Credit card companies, banks, financial advisors, retailers, hospitals, insurance companies, and just about every other industry and organization that deals with finances has been affected by identity theft.
All these entities have to deal with fraud at some level. For some it’s an occasional nuisance and for others it’s a part of their daily grind. Most have heavily invested in multiple layers of security, but all remain targets. Each has its own set of issues to overcome and each copes with the same underlying constant: the consumer is often the most vulnerable variable in the equation.
Joe and Sally Main Street generally offer the path of least resistance when a scam is launched.
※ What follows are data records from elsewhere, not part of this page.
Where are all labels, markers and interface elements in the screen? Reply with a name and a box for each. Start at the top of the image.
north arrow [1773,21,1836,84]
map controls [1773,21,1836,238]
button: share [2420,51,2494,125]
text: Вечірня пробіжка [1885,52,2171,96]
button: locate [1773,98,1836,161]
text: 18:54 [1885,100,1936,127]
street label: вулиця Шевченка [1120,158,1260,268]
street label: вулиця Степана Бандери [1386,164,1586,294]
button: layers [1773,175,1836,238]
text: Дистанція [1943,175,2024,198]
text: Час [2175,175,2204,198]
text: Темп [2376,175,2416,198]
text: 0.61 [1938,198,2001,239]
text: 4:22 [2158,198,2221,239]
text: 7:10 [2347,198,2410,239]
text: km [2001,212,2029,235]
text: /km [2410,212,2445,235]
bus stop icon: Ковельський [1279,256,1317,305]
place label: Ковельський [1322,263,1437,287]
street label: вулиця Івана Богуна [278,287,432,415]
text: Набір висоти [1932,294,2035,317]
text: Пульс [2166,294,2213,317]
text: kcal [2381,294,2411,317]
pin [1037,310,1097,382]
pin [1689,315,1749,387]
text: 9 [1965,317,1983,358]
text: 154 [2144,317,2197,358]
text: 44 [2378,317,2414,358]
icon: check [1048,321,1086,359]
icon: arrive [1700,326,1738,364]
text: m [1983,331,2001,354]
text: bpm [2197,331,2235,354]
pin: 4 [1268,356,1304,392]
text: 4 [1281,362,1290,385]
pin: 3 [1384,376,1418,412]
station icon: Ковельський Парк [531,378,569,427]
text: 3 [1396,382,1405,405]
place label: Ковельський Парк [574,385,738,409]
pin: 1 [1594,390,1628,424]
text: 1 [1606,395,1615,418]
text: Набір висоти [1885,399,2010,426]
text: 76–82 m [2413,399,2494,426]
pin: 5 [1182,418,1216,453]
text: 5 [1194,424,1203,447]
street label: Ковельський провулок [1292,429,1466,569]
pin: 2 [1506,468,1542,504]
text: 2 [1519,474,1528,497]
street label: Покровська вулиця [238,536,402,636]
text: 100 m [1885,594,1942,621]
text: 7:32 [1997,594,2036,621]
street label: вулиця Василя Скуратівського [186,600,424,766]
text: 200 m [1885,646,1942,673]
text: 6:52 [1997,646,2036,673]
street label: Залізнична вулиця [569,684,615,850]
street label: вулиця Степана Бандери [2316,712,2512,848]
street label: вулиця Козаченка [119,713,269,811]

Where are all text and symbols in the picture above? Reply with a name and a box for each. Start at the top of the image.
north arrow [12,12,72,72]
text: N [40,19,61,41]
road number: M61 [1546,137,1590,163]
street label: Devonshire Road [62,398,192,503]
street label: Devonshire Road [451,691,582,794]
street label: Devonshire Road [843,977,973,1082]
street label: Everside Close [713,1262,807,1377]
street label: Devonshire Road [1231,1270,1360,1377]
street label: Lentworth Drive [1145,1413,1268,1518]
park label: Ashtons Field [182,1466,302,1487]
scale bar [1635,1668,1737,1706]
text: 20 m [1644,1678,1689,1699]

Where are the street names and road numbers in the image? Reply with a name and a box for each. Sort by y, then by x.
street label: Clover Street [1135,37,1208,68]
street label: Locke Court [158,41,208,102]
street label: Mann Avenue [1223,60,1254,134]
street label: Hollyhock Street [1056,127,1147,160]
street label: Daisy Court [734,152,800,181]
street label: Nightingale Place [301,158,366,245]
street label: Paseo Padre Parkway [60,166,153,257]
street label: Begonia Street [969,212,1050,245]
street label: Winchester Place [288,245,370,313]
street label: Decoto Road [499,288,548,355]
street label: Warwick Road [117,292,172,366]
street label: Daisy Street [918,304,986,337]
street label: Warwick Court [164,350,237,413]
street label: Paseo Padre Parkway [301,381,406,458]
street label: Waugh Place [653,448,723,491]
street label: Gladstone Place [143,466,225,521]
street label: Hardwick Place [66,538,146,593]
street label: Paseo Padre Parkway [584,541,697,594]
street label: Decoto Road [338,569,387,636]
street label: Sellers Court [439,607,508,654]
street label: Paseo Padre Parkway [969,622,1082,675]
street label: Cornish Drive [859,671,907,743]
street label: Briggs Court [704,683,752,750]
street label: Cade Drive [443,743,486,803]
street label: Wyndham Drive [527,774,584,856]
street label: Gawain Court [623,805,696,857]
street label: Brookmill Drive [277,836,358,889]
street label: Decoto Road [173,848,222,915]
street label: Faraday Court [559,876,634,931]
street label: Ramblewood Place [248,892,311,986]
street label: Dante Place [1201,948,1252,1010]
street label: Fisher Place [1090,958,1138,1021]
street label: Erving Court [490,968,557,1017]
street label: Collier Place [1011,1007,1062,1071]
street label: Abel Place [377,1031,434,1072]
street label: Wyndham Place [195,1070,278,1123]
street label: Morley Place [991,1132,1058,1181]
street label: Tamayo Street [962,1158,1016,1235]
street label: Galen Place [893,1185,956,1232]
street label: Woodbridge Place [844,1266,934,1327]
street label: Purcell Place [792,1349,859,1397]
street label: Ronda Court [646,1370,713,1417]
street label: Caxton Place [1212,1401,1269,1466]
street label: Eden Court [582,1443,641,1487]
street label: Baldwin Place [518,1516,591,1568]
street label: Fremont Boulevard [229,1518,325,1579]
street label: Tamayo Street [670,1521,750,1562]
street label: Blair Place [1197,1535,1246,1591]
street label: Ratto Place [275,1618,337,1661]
Everything from phishing emails, spoofed websites, un-patched or unprotected PCs, open wireless connections, lack of attention to statements, not shredding data, carrying too much information in a wallet, and overall lack of attention to personal security allows fraud to flourish.
Anne Wallace, president of the Identity Theft Assistance Center, explains that the risks are compounded by the increasing popularity of new technologies like mobile banking and social networking. “The crooks are ever-creative,” she says. “They’re always exploiting new schemes to extract information from consumers.” According to Wallace, ITAC members have an obligation to educate consumers about the security threats posed by emerging technology. “It’s so important to keep talking to people about the old threats, the new threats – on a recurring basis.”
I totally agree. Every institution that deals with identity theft has an obligation to effectively inform and educate their client base about how they can protect themselves from fraud.
Many of these organizations have policies that shift the burden of loss away from the consumers. This is a double-edged sword that does not stop fraud. I’m a big believer in personal responsibility. Whether fraud is the fault of the consumer or a larger entity, a resolution in the best interest of both parties should be sought. It is imperative, however, that the party responsible acknowledges that responsibility. This is how we learn from our mistakes, and how we will eventually overcome fraud. If all parties escape blame, only the scammer wins, and fraud flourishes.